School of Electrical Engineering and Automation, Tianjin University, 300072, Tianjin, China.
School of Automation and Electrical Engineering, Tianjin University of Technology and Educations, 300222, Tianjin, China.
Sci Rep. 2017 Jan 9;7:40152. doi: 10.1038/srep40152.
Real-time estimation of dynamical characteristics of thalamocortical cells, such as dynamics of ion channels and membrane potentials, is useful and essential in the study of the thalamus in Parkinsonian state. However, measuring the dynamical properties of ion channels is extremely challenging experimentally and even impossible in clinical applications. This paper presents and evaluates a real-time estimation system for thalamocortical hidden properties. For the sake of efficiency, we use a field programmable gate array for strictly hardware-based computation and algorithm optimization. In the proposed system, the FPGA-based unscented Kalman filter is implemented into a conductance-based TC neuron model. Since the complexity of TC neuron model restrains its hardware implementation in parallel structure, a cost efficient model is proposed to reduce the resource cost while retaining the relevant ionic dynamics. Experimental results demonstrate the real-time capability to estimate thalamocortical hidden properties with high precision under both normal and Parkinsonian states.
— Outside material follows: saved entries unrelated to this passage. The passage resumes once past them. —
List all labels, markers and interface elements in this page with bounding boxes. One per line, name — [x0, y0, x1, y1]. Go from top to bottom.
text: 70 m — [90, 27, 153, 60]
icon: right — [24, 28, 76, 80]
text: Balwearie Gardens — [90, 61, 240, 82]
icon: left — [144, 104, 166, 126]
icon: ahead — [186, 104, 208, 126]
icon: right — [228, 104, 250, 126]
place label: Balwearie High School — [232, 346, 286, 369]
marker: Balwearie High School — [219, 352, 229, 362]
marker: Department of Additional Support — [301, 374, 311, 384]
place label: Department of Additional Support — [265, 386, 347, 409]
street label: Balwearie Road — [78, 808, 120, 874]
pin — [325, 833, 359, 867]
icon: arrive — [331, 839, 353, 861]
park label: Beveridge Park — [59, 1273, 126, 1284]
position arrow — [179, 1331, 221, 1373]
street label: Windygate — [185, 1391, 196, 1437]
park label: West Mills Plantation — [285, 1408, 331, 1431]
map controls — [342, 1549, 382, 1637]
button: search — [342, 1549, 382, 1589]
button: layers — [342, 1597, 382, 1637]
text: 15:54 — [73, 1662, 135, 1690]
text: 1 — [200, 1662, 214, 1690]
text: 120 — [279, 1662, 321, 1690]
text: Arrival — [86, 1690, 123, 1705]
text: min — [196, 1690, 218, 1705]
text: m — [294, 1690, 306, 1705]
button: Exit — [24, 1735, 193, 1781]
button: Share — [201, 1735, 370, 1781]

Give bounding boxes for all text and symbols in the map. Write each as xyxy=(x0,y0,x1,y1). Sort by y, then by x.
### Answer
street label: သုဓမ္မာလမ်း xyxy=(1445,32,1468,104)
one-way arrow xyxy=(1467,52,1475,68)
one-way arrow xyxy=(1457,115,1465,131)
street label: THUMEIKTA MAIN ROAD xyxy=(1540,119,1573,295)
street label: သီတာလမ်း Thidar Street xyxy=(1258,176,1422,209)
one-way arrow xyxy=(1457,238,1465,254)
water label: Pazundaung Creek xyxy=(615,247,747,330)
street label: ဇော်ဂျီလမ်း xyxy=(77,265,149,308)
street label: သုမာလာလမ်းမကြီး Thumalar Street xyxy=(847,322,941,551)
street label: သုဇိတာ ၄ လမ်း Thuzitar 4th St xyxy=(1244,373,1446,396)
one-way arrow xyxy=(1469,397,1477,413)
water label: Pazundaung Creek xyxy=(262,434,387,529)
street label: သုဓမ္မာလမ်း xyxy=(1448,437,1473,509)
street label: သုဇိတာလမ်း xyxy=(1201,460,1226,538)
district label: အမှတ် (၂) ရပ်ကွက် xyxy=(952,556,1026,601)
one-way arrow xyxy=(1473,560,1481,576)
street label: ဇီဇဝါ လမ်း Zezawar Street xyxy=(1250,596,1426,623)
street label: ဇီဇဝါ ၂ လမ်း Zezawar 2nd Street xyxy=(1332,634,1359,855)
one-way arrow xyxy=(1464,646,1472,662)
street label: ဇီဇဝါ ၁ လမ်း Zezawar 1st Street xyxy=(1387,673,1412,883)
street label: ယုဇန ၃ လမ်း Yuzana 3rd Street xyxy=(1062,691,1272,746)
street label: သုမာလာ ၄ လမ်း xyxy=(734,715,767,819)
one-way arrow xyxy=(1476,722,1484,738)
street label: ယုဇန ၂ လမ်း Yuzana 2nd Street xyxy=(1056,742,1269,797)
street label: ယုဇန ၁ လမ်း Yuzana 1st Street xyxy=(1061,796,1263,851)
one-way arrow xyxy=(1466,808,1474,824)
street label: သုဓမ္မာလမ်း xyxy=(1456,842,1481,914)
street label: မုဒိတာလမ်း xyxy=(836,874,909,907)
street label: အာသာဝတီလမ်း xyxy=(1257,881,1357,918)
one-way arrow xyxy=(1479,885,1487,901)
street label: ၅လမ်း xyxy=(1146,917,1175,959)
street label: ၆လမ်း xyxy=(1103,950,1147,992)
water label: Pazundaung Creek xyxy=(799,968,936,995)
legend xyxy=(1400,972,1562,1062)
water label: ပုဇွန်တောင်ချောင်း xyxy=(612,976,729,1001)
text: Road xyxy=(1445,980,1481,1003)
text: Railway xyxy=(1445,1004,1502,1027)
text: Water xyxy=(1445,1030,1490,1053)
While it is applied to estimate the hidden properties of the thalamus and explore the mechanism of the Parkinsonian state, the proposed method can be useful in the dynamic clamp technique of the electrophysiological experiments, the neural control engineering and brain-machine interface studies.
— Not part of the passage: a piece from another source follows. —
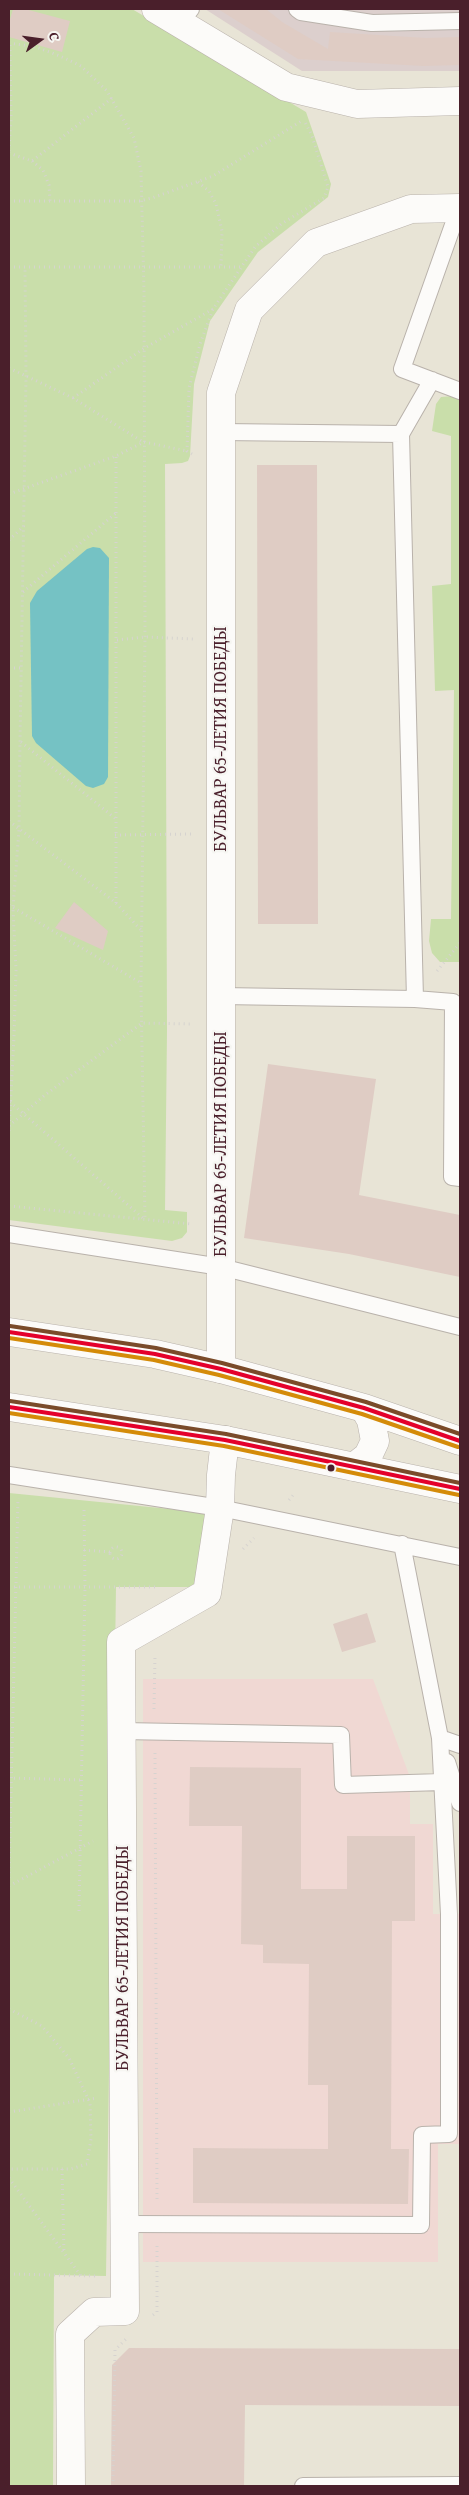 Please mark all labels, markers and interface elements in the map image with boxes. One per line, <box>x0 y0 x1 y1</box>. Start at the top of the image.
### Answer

实时估计丘脑皮质细胞的动力学特性,如离子通道和膜电位的动力学,在帕金森状态下的丘脑研究中是有用且必不可少的。然而,从实验上测量离子通道的动力学特性极具挑战性,在临床应用中甚至是不可能的。本文提出并评估了一种用于丘脑皮质隐藏特性的实时估计系统。为了提高效率,我们使用现场可编程门阵列进行严格的基于硬件的计算和算法优化。在提出的系统中,基于 FPGA 的无迹卡尔曼滤波器被实现到基于电导的 TC 神经元模型中。由于 TC 神经元模型的复杂性限制了其在并行结构中的硬件实现,因此提出了一种具有成本效益的模型,在保留相关离子动力学的同时降低资源成本。实验结果表明,该系统在正常和帕金森状态下都具有高精度实时估计丘脑皮质隐藏特性的能力。虽然该方法被应用于估计丘脑的隐藏特性并探索帕金森状态的机制,但它也可以用于电生理实验的动态钳技术、神经控制工程和脑机接口研究。